Offenbar perfider Raubplan
Notfall vorgetäuscht

Die Kriminalpolizei ermittelt seit dem Wochenende wegen eines mutmaßlichen Überfalls, bei dem zwei unbekannte Männer eine Notlage vortäuschten, um dann couragierte und hilfsbereite Menschen auszurauben.

Am Freitag, 5. Dezember, meldete sich um 23.30 Uhr ein 35 Jahre alter Mann bei der Leitstelle der Polizei und teilte mit, gerade möglicherweise einen Raub auf sich selbst verhindert zu haben. Er gab an, um 23.25 Uhr auf der Mintarder Straße in Richtung Mintard gefahren zu sein. Kurz hinter der Einmündung zur Landsberger Straße sah er eine Person am Straßenrand liegen, die sich scheinbar in einer hilflosen Lage befand.

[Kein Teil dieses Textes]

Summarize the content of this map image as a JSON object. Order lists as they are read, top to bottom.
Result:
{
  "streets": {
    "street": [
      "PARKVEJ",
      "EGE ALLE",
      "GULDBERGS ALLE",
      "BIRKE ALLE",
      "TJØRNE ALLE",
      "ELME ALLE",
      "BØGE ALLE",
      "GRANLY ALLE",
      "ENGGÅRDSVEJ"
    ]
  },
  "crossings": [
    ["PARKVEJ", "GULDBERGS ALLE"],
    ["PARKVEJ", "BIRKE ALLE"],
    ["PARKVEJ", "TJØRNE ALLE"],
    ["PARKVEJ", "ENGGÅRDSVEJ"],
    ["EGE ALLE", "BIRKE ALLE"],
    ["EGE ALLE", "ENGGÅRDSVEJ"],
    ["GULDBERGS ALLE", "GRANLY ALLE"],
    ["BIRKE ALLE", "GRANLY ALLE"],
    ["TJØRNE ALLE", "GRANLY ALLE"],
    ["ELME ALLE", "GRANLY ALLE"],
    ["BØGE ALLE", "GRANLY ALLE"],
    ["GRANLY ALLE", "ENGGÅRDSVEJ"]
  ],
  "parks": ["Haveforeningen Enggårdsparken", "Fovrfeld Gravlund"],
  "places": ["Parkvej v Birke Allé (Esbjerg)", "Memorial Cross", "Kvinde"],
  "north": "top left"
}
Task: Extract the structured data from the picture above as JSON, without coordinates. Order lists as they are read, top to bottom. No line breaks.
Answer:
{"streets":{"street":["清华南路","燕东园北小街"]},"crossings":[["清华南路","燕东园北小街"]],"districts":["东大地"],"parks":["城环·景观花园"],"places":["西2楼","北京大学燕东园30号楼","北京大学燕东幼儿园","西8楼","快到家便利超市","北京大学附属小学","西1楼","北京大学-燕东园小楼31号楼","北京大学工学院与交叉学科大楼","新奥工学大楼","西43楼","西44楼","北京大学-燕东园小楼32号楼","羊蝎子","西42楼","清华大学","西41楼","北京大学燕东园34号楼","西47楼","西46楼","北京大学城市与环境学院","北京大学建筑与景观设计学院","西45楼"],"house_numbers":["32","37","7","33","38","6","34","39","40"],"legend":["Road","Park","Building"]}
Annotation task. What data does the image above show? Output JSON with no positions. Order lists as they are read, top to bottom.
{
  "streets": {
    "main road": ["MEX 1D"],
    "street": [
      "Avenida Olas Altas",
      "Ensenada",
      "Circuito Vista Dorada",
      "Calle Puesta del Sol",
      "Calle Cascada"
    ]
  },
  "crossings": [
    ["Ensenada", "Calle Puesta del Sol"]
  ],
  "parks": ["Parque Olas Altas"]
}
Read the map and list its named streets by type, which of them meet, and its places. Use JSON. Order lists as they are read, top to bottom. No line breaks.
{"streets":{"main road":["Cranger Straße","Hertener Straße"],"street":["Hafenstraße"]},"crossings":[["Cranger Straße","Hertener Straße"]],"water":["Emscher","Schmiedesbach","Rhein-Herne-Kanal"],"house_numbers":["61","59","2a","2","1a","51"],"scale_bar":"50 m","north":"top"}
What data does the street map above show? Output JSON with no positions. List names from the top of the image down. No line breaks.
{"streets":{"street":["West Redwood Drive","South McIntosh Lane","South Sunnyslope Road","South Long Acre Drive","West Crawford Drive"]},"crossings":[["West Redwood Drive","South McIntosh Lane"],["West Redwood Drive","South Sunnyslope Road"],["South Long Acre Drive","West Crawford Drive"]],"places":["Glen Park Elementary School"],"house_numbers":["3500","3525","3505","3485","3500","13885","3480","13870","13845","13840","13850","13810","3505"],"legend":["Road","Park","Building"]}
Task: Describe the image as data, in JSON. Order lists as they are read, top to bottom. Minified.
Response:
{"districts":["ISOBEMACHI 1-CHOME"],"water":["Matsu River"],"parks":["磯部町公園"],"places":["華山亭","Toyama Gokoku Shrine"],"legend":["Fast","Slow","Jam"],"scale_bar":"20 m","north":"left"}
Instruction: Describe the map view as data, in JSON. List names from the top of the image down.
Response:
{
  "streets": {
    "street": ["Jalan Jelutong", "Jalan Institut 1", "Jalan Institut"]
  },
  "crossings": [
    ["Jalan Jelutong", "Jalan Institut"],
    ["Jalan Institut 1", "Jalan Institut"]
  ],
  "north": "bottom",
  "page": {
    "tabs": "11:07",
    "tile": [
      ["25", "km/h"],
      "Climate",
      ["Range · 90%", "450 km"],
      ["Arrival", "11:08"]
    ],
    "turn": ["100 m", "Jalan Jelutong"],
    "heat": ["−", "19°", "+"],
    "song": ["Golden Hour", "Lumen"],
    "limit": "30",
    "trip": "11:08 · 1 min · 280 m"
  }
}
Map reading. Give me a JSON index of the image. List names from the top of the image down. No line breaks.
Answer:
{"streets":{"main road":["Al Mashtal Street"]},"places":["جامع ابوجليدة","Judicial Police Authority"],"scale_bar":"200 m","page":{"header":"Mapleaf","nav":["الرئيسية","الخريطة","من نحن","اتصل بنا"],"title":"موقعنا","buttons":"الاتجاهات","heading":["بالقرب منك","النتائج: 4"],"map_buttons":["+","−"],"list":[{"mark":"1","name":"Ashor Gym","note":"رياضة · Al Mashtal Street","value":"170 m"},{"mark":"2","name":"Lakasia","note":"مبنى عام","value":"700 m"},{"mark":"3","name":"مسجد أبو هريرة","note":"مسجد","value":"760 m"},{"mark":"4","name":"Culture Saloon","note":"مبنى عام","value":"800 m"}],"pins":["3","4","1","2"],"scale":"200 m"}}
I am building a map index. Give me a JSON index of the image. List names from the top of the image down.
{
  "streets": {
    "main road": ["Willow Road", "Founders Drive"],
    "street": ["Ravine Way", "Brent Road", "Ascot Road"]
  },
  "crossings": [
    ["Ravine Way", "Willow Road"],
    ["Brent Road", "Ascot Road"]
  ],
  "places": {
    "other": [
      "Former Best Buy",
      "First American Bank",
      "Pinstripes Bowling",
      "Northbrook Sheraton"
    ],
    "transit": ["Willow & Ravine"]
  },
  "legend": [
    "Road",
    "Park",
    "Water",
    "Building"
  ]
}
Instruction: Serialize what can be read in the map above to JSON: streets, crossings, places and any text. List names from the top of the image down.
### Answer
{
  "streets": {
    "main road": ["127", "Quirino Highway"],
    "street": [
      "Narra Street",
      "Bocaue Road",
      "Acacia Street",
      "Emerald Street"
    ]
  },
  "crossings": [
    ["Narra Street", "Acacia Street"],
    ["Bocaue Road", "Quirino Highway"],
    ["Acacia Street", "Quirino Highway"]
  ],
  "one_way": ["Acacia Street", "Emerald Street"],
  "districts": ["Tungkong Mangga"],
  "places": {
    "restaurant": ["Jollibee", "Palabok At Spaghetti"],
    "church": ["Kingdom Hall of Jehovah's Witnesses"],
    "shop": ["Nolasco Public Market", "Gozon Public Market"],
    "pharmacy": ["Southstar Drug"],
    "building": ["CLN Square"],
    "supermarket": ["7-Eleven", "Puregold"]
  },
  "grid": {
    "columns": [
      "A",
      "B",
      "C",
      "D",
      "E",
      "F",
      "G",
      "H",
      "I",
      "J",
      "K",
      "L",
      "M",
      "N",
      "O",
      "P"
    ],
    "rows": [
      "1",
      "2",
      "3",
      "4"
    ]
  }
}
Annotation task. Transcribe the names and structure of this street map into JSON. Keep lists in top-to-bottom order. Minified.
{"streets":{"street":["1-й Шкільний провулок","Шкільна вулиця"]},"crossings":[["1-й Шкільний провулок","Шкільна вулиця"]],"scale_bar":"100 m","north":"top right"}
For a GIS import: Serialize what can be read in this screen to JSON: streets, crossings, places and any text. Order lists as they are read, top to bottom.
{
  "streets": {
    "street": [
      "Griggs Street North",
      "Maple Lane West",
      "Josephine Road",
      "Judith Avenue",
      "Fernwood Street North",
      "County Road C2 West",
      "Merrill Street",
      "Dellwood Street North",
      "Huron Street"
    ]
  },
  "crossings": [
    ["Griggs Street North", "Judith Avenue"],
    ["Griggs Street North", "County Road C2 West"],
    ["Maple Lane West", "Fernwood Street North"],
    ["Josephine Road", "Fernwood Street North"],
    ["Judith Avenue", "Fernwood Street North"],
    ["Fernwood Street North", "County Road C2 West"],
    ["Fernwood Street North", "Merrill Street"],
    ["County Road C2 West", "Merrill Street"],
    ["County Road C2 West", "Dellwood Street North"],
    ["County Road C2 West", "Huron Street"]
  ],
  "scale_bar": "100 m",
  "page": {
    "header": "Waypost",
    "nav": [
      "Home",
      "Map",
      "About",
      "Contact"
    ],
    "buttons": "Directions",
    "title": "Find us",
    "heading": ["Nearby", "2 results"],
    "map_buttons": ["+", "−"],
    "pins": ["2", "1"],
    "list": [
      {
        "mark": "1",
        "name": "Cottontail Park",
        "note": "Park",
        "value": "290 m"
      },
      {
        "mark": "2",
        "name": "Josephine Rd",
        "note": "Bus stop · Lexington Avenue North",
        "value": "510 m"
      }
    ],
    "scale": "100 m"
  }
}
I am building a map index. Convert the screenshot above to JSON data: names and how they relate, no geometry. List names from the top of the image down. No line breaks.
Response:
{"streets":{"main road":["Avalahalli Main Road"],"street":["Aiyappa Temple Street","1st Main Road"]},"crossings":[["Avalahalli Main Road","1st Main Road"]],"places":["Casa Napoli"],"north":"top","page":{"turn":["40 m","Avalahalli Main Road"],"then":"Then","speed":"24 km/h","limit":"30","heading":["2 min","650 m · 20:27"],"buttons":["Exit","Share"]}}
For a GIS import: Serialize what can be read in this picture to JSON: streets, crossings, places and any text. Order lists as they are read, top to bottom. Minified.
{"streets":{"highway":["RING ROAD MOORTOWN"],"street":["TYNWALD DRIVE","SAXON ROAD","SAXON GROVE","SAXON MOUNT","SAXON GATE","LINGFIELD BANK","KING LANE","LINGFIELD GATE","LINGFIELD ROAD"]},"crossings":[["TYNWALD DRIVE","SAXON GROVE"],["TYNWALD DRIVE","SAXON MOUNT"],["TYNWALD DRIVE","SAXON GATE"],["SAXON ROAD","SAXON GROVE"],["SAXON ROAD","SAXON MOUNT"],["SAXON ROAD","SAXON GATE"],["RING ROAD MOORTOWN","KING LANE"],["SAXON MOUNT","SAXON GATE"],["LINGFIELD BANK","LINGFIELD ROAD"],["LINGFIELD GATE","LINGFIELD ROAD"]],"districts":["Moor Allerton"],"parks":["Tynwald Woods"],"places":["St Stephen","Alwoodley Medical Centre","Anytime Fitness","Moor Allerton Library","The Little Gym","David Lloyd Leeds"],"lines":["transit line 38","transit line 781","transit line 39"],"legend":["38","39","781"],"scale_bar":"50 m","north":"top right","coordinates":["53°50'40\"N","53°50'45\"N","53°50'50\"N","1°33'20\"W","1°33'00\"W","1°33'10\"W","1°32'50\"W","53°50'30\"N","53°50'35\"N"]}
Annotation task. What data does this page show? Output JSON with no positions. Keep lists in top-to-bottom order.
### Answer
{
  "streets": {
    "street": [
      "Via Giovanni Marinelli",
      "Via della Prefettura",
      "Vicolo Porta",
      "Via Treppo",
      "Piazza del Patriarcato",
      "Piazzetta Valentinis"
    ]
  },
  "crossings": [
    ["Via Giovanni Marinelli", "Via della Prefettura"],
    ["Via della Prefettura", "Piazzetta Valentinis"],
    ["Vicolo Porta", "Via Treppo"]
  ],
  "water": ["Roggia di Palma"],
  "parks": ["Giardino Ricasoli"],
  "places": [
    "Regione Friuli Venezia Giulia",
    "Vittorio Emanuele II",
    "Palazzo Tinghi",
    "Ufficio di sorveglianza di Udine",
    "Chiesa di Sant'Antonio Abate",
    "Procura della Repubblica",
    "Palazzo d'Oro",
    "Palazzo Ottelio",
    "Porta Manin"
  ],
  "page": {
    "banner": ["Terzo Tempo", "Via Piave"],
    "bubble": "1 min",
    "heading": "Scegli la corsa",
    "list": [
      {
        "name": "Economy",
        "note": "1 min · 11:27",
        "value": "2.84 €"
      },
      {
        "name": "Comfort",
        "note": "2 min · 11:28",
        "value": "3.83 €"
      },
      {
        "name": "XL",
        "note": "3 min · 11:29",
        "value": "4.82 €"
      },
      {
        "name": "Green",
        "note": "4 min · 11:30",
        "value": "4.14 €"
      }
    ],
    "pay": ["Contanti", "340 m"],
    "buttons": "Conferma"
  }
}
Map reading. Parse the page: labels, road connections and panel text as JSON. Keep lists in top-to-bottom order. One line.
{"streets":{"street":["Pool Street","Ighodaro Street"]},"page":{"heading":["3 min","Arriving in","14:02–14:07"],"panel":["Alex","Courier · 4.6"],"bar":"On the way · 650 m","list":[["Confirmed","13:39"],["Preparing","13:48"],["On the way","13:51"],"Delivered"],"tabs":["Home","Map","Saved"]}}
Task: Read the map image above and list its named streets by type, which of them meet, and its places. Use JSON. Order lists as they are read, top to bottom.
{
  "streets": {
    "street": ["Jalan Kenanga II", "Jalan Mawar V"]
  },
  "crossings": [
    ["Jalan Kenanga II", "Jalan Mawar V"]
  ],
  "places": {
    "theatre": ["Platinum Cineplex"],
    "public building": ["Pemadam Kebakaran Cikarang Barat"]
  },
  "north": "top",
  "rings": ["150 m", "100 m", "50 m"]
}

Daher hielt der Mann aus Mettmann sein Fahrzeug an und begab sich zu dem am Boden liegenden Mann. Plötzlich bemerkte er, wie eine weitere Person aus einer Böschung an ihn herantrat und an seiner Jacke zog. Daraufhin drehte sich der 35-Jährige um, schlug mit dem Ellenbogen gegen die Brust des vermeintlichen Räubers der daraufhin von ihm abließ. Er bemerkte dann, dass der Mann von der Straße plötzlich aufgestanden war und auf ihn zulief. Möglicherweise aufgrund der Gegenwehr ließen die beiden Männer jedoch von ihrem perfiden Plan ab.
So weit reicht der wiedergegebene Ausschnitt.